Discover more from DAGWorks’s Substack
Expressing PySpark Transformations Declaratively with Hamilton
How you can use Hamilton's new PySpark API to build modular, scalable dataflows.
Transforming Data at Scale
Computational scalability shouldn't come at the cost of code complexity.
In this blog post we’ll be focusing on how Hamilton can help you build highly maintainable dataflows at scale with PySpark. We will introduce a brand-new Hamilton API for organizing PySpark transformations, show how it improves vanilla PySpark code, walk through some use-cases, and present the roadmap for Hamilton and PySpark moving forwards.
First, a primer on the two technologies (just in case you’re new to one or both).
Thanks for reading DAGWorks’s Substack! Subscribe for more news on Hamilton, DAGWorks, and ML/LLMops.
Apache Spark (and its python API PySpark) is an open-source library for building out highly scalable data transformations.
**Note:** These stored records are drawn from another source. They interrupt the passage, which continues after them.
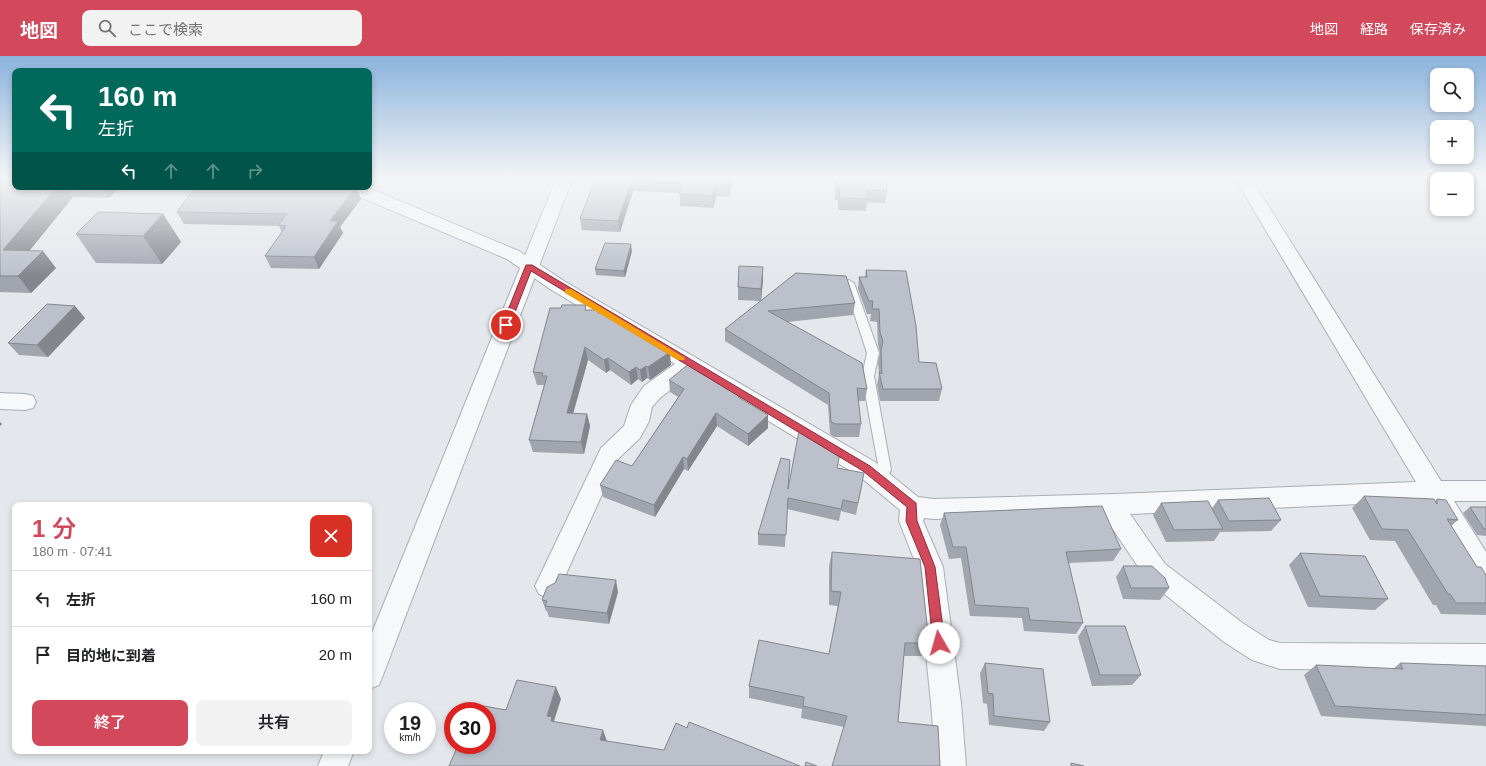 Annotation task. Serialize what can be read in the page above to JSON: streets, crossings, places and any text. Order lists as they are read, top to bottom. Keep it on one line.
{"page":{"header":"地図","search":"ここで検索","nav":["地図","経路","保存済み"],"map_buttons":["+","−"],"turn":["160 m","左折"],"heading":["1 分","180 m · 07:41"],"list":[{"name":"左折","value":"160 m"},{"name":"目的地に到着","value":"20 m"}],"buttons":["終了","共有"],"speed":"19 km/h","limit":"30"}} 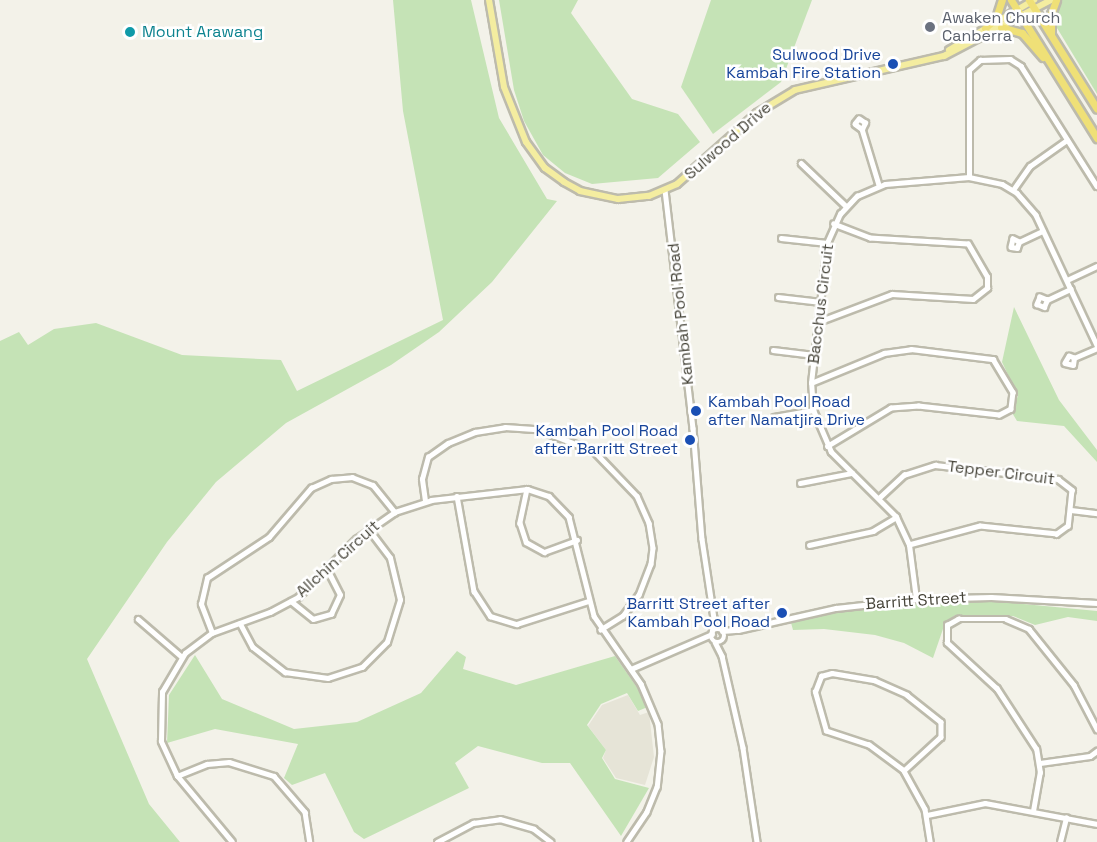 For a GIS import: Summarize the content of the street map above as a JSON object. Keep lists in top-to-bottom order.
{
  "streets": {
    "main road": ["Sulwood Drive"],
    "street": [
      "Bacchus Circuit",
      "Kambah Pool Road",
      "Tepper Circuit",
      "Allchin Circuit",
      "Barritt Street"
    ]
  },
  "crossings": [
    ["Sulwood Drive", "Kambah Pool Road"],
    ["Bacchus Circuit", "Tepper Circuit"],
    ["Bacchus Circuit", "Barritt Street"],
    ["Kambah Pool Road", "Barritt Street"]
  ],
  "places": [
    "Awaken Church Canberra",
    "Mount Arawang",
    "Sulwood Drive Kambah Fire Station",
    "Kambah Pool Road after Namatjira Drive",
    "Kambah Pool Road after Barritt Street",
    "Barritt Street after Kambah Pool Road"
  ]
}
At its core is the notion of the RDD (resilient distributed dataframe), which represents a lazily evaluated, partitioned, in-memory dataset that stores the information needed to recreate the data if any of the servers computing it fail. The PySpark library gives data practitioners a dataframe-centric API to interact with this in Python, enabling them to specify computation and scale up to the resources they have available. Since its introduction in 2014, Spark has taken off and is now the de facto way to perform computations on large (multi gb -> multi tb) datasets.
Just like any data transforming code, Spark applications can be difficult to maintain and manage, and often devolve into spaghetti code over time. Specifically, we've observed the following problems with PySpark applications:
They rarely get broken up into modular and reusable components.
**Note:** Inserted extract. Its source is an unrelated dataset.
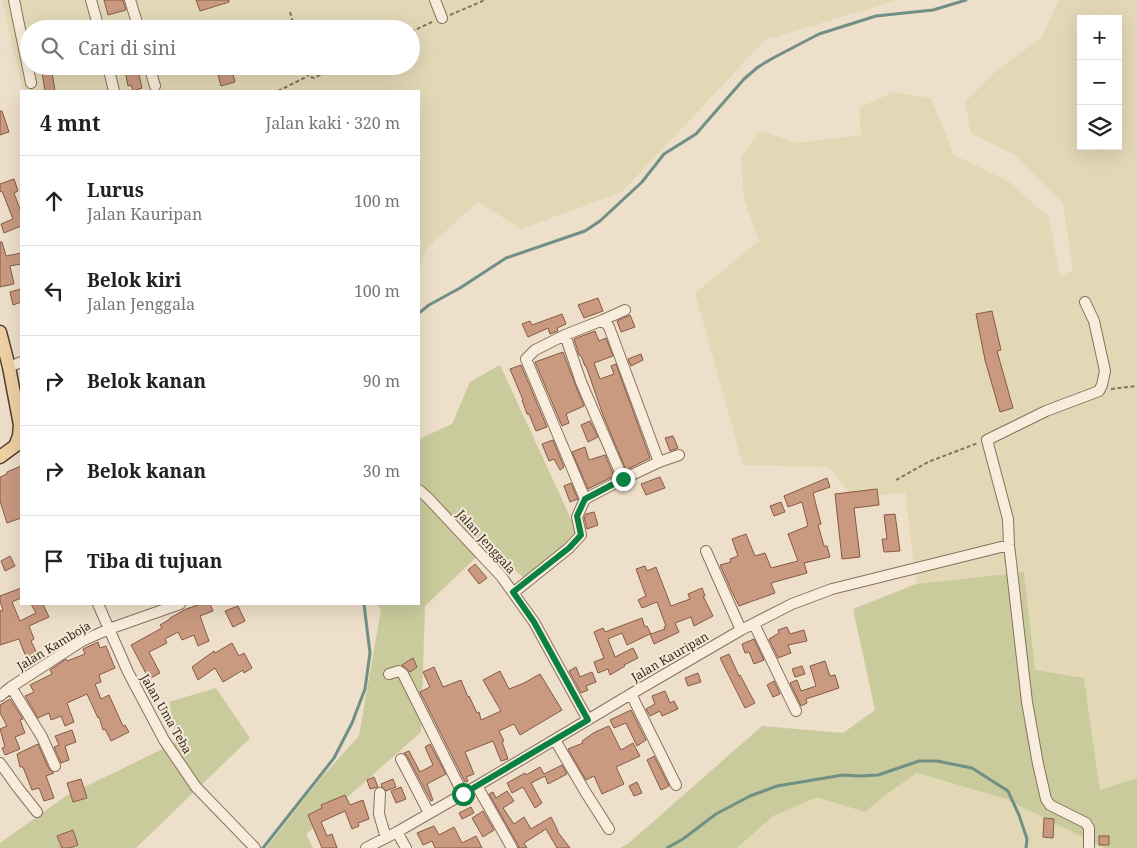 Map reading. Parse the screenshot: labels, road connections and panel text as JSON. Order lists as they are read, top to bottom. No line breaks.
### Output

They commonly contain "implicit" dependencies. Even when you do break them into functions, it is difficult to specify which columns the transformed dataframes depend on, and how that changes throughout your workflow.
They are difficult to configure in a readable manner. A monolithic Spark script likely has a few different shapes/parameters, and naturally becomes littered with poorly documented if/else statements.
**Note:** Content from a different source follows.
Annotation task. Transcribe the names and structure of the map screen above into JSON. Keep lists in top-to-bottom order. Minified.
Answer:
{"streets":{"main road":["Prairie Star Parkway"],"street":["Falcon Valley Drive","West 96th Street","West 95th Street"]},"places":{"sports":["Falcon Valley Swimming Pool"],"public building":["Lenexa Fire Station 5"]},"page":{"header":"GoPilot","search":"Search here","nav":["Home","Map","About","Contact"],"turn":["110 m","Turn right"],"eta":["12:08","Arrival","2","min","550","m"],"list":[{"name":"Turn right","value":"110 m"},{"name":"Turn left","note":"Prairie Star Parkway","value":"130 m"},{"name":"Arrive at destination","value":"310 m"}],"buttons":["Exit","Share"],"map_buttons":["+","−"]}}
They are not easy to unit test. While specific user defined functions (UDFs) can be tested, Spark transformations are tough to test in a modular fashion.
They are notoriously tricky to debug. Large collections of Spark transformations (much like SQL transformations) will often have errors that cascade upwards, and pinpointing the source of these can be quite a challenge.
Hamilton is an open-source Python framework for writing data transformations. One writes Python functions in a declarative style, which Hamilton parses into nodes in a graph based on their names, arguments and type annotations. You can request specific outputs, and Hamilton will execute the required nodes (specified by your functions) to produce them.
While this paradigm is simple, it comes with a variety of benefits for the writers, maintainers, and future inheritors of the code. By virtue of the paradigm and a few of its core features, adopting Hamilton gives you:
Unit testable functions. Small, functional components are easy to unit test.
Modular code. Hierarchy is naturally presented as code is grouped into functions, and functions are grouped into nodes.
Self-documenting assets. There is a natural mapping from data generated to code that generated it.
Easy data validation. Hamilton’s check_output decorator allows you to run data quality assertions on the output of your functions.
Fine-grained lineage. One can easily determine the source of any transformation and its dependencies by looking at the code.
Breaking your code into “Hamilton functions” with PySpark dataframes as inputs and outputs gets you most of the way towards the Hamilton advantages listed above. That said, it falls flat in a critical area – column-level lineage/transformation simplicity. For complex series of map operations, Spark represents all transformations on a single dataframe in a linear chain by repeatedly calling
select to create columns.
For dataframe APIs that manage indices, Hamilton improves this experience by encouraging the user to pull apart column-level transformations then join later. With columns that share cardinality, this is generally an efficient approach. Spark, however, has no notion of indices. Data is partitioned across a cluster, and once a set of columns is selected it has the potential to be reshuffled. Thus, the two options one previously had for integrating with PySpark both have disadvantages:
Extracting into columns then joining is prohibitively expensive and taxing on the Spark optimizer (which we have not found was smart enough to detect this pattern)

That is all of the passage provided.